• by chrisjc on 10/27/2021, 8:42:10 AM

    I'm a little confused with Arrow being included in the comparison.

    What does Arrow have to do with Parquet? We are talking about the file format Parquet, right? Does Arrow use Parquet as its default data storage format?

    But isn't Arrow a format too? As I understand it, Arrow is a format optimized for transferring in-memory data from one distributed system to another (ser-des), while also facilitating and optimizing certain set operations. From RAM in one system to RAM in another.

    Moreover, since Arrow is a format, why is it being compared to databases like SQLite and DuckDB? If we're talking about formats, why not compare Arrow queries against Parquet data to DuckDB queries against Parquet data? https://duckdb.org/docs/data/parquet

    Why not at least benchmark the query execution alone instead of startup and loading of data? For Arrow, isn't it assumed that there is an engine like Spark or Snowflake already up and running that's serving you data in the Arrow format? Ideally, with Arrow you should never be dealing with data starting in a resting format like Parquet. The data should already be in RAM to reap the benefits of Arrow. Its value proposition is it'll get "live" data from point A to B as efficiently as possible, in an open, non-proprietary, ubiquitous (eventually) format.
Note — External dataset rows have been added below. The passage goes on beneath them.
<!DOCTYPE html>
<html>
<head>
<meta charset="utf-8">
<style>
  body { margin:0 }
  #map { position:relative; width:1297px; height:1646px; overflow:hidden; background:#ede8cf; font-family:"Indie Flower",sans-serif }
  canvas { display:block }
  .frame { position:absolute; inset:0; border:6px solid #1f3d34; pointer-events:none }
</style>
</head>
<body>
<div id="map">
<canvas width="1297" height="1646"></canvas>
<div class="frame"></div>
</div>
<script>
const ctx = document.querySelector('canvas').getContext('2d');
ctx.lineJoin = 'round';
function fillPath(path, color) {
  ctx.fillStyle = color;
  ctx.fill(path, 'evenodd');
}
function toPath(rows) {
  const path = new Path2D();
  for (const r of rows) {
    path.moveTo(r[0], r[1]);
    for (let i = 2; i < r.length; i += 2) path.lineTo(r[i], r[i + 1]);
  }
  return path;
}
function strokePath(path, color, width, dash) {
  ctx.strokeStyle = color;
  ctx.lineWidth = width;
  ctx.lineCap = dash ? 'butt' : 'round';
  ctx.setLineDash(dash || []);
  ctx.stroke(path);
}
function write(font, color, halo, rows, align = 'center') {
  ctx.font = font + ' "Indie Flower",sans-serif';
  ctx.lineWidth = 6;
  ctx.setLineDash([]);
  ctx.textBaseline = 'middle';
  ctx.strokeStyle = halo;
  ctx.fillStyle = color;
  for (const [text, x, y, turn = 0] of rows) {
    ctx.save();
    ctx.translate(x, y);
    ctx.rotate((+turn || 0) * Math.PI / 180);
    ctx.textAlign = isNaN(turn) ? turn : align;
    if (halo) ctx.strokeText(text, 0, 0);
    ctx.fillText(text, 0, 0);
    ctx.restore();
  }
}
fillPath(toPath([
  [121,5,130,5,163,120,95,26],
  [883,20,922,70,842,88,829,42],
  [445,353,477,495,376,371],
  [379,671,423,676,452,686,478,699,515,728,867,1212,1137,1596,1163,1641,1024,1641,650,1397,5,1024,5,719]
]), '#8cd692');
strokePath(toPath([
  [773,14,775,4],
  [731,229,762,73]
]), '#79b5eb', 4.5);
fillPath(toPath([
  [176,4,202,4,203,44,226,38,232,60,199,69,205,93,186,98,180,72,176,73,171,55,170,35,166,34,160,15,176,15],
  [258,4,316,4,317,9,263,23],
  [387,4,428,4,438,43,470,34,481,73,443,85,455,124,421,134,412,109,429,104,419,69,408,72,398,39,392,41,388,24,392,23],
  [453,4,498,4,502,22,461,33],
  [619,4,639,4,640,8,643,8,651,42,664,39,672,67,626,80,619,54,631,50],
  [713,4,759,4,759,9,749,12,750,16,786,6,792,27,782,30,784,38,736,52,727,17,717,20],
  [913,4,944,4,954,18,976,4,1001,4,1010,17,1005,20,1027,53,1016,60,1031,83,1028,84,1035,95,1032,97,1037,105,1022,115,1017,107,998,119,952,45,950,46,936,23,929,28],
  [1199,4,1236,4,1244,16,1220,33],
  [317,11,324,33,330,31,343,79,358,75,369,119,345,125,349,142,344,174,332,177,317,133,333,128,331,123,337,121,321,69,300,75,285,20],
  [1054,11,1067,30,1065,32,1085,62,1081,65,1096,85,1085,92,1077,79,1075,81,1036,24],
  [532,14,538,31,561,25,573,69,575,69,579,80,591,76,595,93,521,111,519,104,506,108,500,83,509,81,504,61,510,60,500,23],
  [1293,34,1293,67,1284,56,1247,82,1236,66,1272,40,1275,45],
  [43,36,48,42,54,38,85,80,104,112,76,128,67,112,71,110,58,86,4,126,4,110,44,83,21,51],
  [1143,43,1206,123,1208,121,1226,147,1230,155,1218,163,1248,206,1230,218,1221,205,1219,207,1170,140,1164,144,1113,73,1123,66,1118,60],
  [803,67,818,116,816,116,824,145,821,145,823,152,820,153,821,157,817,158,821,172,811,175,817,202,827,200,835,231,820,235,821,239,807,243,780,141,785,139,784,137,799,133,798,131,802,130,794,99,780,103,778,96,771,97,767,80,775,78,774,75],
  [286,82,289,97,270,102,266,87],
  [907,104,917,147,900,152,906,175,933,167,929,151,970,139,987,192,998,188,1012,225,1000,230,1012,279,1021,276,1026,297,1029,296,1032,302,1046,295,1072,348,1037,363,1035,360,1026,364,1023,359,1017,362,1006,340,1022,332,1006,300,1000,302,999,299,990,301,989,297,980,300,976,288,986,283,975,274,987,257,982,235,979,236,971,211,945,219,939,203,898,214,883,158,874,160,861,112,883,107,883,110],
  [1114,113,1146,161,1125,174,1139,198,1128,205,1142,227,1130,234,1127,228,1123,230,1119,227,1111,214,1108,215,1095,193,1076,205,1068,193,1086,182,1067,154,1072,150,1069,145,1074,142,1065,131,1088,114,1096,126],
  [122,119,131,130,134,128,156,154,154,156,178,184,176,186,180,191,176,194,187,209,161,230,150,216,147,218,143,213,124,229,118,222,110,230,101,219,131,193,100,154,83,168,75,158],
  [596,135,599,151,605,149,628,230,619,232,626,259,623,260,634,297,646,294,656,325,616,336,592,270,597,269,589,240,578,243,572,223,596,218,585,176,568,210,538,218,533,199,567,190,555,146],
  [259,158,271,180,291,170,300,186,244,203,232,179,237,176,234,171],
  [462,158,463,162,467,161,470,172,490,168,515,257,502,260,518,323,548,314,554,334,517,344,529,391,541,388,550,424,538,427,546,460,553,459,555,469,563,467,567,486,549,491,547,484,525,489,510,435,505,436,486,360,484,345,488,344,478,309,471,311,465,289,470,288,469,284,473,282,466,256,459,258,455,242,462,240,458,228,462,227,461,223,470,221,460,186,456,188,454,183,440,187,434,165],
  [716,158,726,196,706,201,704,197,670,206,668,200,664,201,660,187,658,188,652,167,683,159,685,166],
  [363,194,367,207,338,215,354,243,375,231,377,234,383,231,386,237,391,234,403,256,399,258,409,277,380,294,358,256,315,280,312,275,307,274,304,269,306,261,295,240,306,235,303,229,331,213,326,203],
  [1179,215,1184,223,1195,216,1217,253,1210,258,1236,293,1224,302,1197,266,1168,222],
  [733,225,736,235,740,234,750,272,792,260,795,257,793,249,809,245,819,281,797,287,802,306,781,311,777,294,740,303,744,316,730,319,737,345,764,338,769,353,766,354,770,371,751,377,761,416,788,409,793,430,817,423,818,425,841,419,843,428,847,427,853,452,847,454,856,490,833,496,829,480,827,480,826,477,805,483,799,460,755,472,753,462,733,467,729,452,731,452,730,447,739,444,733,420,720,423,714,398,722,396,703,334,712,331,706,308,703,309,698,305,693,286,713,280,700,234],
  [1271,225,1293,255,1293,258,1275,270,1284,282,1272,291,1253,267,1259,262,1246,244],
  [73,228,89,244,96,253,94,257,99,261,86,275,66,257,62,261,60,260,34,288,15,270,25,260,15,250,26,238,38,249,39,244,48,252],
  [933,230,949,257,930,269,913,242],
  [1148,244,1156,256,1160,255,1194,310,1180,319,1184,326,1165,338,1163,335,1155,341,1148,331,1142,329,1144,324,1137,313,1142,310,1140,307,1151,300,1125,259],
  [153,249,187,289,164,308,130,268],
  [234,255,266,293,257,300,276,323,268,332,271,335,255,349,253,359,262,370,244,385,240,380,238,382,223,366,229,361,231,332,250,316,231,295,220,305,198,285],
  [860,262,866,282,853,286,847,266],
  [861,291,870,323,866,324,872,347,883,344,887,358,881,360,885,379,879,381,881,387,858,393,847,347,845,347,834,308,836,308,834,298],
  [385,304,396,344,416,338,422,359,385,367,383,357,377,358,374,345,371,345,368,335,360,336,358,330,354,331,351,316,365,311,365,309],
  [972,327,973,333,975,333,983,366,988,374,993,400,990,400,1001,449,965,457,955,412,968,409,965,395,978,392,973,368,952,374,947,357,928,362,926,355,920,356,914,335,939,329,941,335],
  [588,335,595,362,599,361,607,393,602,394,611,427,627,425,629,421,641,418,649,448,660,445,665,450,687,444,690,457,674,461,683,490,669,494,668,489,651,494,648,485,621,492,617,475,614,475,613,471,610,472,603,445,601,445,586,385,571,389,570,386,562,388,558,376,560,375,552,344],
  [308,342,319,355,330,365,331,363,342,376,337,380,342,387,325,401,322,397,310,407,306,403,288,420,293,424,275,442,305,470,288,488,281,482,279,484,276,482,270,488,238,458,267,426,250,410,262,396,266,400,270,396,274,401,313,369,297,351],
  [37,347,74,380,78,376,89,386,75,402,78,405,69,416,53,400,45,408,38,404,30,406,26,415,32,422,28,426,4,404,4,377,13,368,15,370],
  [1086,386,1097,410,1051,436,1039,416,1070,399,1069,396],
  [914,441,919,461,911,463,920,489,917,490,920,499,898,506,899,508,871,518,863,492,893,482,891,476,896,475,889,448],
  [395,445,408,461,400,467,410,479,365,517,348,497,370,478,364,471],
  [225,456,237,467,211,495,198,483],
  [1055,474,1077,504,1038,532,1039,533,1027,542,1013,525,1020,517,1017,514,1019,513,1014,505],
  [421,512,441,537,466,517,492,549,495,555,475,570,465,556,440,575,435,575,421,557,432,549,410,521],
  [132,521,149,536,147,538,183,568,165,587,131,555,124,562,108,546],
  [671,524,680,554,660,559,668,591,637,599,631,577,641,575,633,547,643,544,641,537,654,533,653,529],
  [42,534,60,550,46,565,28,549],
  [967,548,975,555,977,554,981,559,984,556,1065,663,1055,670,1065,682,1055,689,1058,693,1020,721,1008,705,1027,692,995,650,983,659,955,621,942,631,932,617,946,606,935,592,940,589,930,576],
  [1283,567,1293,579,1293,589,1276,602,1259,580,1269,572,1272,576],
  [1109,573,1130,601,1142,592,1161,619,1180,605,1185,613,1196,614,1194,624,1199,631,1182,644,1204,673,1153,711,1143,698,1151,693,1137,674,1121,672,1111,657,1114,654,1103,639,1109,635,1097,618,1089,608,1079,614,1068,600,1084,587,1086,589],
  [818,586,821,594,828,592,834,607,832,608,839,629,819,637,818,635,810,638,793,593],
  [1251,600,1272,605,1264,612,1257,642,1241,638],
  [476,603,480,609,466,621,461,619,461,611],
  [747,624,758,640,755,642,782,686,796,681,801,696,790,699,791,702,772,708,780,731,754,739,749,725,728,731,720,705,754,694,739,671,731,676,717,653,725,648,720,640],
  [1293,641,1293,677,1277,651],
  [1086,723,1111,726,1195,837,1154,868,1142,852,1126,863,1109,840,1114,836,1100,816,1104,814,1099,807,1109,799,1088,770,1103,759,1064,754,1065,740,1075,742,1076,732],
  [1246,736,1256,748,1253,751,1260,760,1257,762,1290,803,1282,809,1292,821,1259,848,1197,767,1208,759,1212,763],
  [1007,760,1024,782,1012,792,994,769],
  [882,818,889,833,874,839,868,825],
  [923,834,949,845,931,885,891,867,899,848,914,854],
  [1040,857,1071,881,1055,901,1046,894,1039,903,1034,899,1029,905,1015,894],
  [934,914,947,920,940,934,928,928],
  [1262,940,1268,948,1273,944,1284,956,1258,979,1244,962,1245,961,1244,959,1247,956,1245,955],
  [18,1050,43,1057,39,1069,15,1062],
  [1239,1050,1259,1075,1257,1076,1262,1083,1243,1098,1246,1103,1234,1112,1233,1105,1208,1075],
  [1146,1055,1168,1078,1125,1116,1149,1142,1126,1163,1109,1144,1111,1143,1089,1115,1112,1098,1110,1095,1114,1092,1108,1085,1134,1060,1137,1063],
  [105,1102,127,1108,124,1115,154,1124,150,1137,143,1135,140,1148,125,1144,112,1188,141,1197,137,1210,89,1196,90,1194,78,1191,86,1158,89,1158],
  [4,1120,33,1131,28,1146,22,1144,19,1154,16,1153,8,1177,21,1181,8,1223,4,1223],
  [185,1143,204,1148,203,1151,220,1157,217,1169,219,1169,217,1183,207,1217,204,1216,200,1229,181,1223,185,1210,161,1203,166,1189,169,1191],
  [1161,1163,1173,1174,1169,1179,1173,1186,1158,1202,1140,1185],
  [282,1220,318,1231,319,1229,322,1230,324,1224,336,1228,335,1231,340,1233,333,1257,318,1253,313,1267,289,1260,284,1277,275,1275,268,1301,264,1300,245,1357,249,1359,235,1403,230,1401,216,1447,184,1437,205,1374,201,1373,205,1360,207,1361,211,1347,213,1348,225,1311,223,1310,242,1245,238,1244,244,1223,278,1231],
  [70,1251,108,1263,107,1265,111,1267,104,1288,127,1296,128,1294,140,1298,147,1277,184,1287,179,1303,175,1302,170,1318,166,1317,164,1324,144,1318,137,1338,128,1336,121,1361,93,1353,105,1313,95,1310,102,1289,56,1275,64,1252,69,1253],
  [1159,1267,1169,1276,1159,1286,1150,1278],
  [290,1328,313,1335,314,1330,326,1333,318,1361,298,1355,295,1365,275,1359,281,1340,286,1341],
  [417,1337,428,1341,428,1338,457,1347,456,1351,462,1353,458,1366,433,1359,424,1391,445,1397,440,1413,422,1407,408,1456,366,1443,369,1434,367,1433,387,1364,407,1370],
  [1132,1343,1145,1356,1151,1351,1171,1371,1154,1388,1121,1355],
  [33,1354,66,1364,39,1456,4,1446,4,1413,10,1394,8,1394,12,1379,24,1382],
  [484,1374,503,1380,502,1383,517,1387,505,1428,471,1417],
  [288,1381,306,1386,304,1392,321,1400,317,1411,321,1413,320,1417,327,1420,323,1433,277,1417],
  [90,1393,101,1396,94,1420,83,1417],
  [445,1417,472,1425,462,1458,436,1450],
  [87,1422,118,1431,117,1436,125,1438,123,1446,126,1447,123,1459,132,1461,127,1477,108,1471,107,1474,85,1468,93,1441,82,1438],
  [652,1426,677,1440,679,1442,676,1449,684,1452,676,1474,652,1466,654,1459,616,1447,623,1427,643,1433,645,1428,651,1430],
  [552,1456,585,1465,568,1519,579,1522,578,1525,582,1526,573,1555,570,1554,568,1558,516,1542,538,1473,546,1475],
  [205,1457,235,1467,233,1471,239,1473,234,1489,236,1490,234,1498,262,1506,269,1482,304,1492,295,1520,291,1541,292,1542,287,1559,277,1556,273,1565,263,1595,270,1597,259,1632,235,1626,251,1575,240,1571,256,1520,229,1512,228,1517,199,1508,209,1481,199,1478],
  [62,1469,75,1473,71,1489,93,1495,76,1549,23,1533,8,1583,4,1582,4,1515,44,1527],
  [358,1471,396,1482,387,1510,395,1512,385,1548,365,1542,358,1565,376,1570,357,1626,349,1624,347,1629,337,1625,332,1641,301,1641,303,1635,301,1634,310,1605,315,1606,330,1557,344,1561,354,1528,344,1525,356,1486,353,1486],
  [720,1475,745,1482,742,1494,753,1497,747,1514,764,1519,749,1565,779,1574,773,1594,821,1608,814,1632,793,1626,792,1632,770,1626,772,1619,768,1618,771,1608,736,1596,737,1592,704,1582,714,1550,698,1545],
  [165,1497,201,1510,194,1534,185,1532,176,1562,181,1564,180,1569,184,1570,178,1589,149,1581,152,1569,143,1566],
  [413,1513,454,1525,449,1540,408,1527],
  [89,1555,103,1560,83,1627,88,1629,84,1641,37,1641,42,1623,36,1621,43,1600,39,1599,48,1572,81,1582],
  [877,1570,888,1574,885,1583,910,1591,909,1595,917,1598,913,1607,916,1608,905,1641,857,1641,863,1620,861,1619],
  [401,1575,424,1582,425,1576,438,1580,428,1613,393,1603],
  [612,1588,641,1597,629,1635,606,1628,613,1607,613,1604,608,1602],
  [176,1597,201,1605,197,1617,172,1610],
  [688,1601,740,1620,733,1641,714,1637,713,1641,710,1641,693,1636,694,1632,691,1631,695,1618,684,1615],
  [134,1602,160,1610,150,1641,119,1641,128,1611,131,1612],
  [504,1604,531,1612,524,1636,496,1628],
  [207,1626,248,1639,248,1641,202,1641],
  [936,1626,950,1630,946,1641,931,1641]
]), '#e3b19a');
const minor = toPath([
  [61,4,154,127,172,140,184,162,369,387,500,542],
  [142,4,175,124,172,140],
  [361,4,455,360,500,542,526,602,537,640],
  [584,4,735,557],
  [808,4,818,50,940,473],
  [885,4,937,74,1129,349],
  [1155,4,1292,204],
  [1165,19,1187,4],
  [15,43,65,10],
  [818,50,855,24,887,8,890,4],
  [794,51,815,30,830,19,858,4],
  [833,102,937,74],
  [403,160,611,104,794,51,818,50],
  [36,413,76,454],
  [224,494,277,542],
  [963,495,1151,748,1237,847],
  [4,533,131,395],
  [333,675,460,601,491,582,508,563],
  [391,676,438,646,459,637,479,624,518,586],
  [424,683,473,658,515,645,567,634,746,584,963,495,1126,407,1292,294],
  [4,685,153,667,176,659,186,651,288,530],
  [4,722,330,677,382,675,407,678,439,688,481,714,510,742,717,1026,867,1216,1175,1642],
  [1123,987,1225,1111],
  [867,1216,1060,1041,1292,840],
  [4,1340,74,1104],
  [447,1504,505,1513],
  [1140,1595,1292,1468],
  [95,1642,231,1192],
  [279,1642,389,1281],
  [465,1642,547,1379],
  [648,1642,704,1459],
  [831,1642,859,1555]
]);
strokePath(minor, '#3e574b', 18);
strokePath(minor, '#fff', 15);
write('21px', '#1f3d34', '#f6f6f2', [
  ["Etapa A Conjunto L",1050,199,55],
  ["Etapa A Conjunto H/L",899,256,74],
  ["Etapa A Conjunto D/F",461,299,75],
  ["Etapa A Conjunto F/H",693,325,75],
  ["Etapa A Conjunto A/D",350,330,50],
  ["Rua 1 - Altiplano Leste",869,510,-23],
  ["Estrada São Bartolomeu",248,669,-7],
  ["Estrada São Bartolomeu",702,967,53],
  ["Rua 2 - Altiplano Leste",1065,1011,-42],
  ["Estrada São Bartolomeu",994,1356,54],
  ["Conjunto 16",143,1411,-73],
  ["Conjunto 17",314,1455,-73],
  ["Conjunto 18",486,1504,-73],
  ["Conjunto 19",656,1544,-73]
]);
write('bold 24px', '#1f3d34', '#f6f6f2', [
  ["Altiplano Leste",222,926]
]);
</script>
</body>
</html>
    Exactly what of SQLite, DuckDB and Arrow is being compared here?

    I would assume the benefits of Arrow in R (or DataFrames in general) would be getting data from a data engine into your DataFrame runtime as efficiently as possible. (just as interesting might be where and how push-downs are handled)

    Perhaps I'm missing the trees for the forest?

    No disrespect to the author... Seems like they're on a quest for knowledge, and while the article is confusing to me, it certainly got me thinking.

    Disclaimer: I don't read R too good, and I'm still struggling with what exactly Arrow is. (Comparisons like this actually leave me even more confused about what Arrow is)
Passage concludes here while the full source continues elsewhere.